I am lucky enough to now have a dedicated room to paint in but unfortunately, contrary to the regimented appearance of the photographed paint pots, I am not the best at utilising the space to its full potential due to ever present and increasing piles of clutter. I need to source and/or adopt some much better storage in order to try and organise (or at least contain) some of this paraphernalia.
I rather grandly refer to it as my studio space, but actually it is the spare box-room (which also contains the airing cupboard and boiler!).
The room also doubles as a storage area/dumping ground for the hoover, paper shredder, toilet roll supplies, the iron and ironing board on occasion, and all artefacts and paper that I think will be 'useful' at some point and can't quite bring myself to chuck away.
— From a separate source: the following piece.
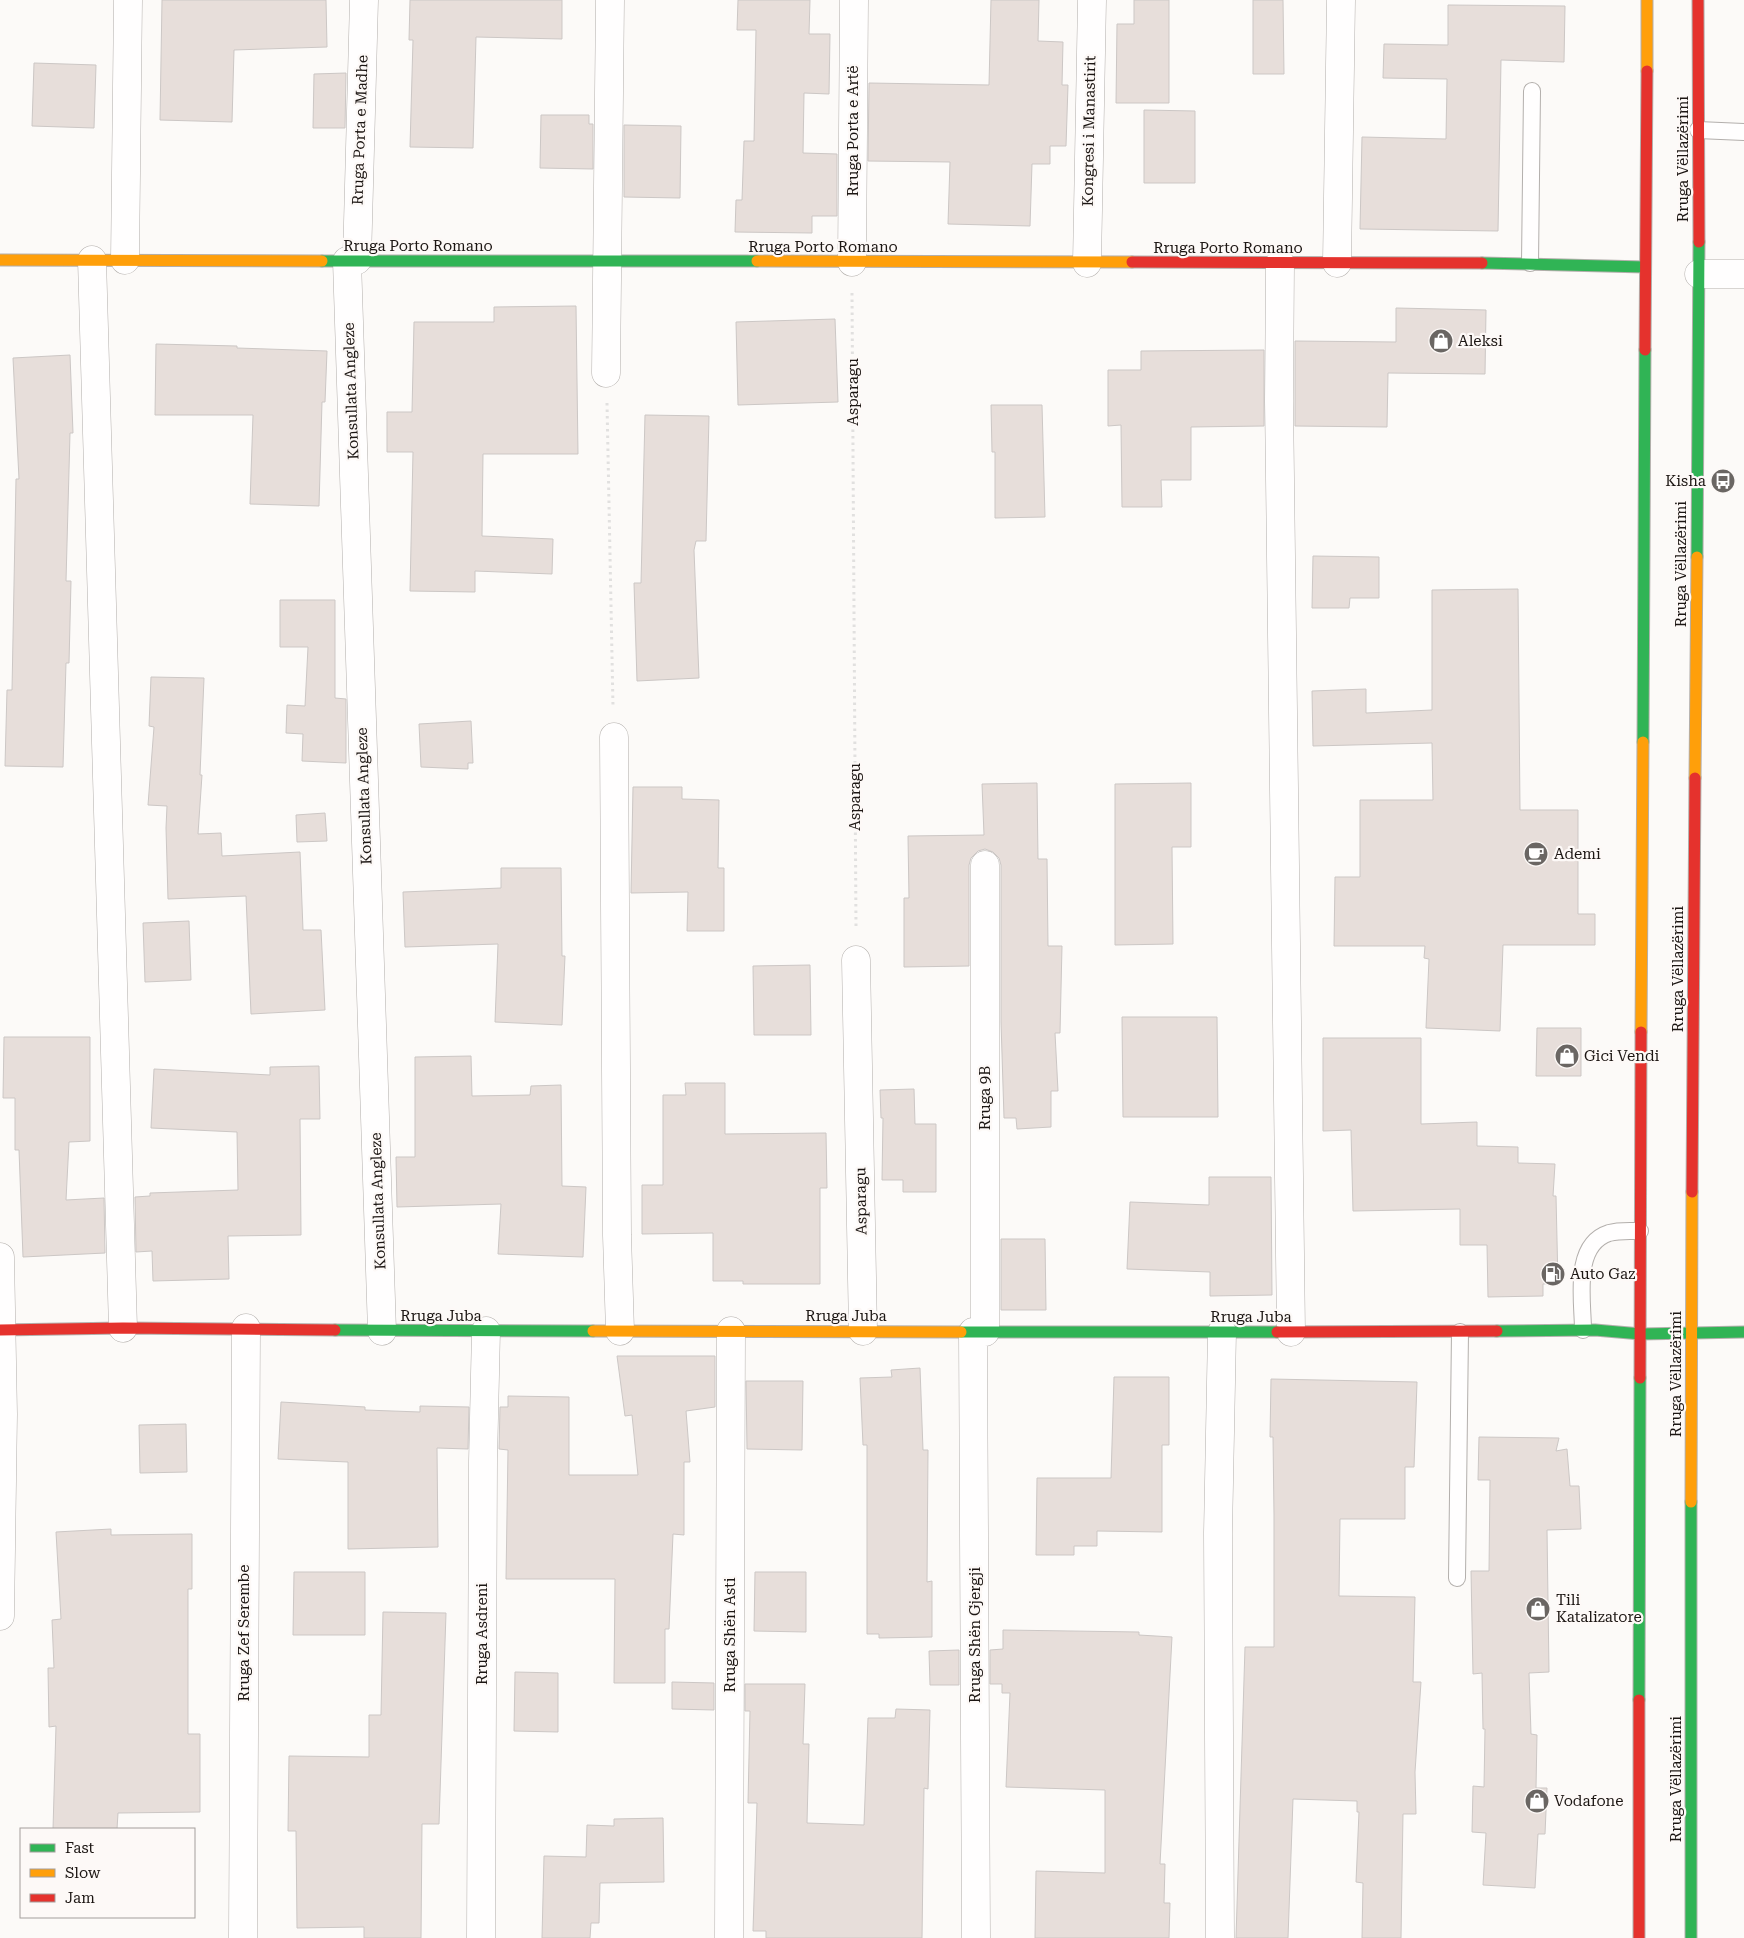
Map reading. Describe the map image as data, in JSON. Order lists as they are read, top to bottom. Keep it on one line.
{"streets":{"main road":["Rruga Vëllazërimi","Rruga Porto Romano","Rruga Juba"],"street":["Rruga Porta e Madhe","Rruga Porta e Artë","Kongresi i Manastirit","Konsullata Angleze","Asparagu","Rruga 9B","Rruga Zef Serembe","Rruga Asdreni","Rruga Shën Asti","Rruga Shën Gjergji"]},"crossings":[["Rruga Porta e Madhe","Rruga Porto Romano"],["Rruga Porta e Madhe","Konsullata Angleze"],["Rruga Porta e Artë","Rruga Porto Romano"],["Rruga Porta e Artë","Asparagu"],["Kongresi i Manastirit","Rruga Porto Romano"],["Rruga Vëllazërimi","Rruga Juba"],["Rruga Porto Romano","Konsullata Angleze"],["Rruga Porto Romano","Asparagu"],["Konsullata Angleze","Rruga Juba"],["Asparagu","Rruga Juba"],["Rruga 9B","Rruga Juba"],["Rruga 9B","Rruga Shën Gjergji"],["Rruga Juba","Rruga Zef Serembe"],["Rruga Juba","Rruga Asdreni"],["Rruga Juba","Rruga Shën Asti"],["Rruga Juba","Rruga Shën Gjergji"]],"places":{"shop":["Aleksi","Gici Vendi","Tili Katalizatore","Vodafone"],"bus stop":["Kisha"],"cafe":["Ademi"],"fuel station":["Auto Gaz"]},"legend":["Fast","Slow","Jam"]}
As a result the room is often in a state in semi-permanent chaos.
Whenever I can build myself up to having a tidy and clean, the room is a perfectly fine space to work in:
However, more often than not, the room more typically resembles:
Although I am happy with the studio space that I have, it does not stop being envious of the spaces others have such as:
Sally Gatie (a dedicated studio space by the seaside in Scarborough)
Pato Paez (a dedicated studio space in New York with visiting celebrities.
I really appreciate being able to have a designated room to create and paint in - for a long time I painted in a corner of a tiny room in a flat that also doubled as the kitchen and living room! However, this doesn't stop me aspiring to a bigger and more exciting studio space.
My ideal/ultimate studio space would be a penthouse-style large space perched on the roof of an old Victorian building. The space would be fully glazed with fold back doors. The space would have ample storage and sufficient wall and floor space to hand and lay down canvases to be worked on. It would also be self-cleaning(!).
One side would be a white wall to work on, and the other three sides would be made up of floor to ceiling fold-back glazed doors leading onto a large balcony that ran around the outside of the studio. One side would look out over a beach and the sea, the other wild moorland, and the third New York City. I know that this can never be made into a reality (either architecturally or geographically) but it does not hurt to dream!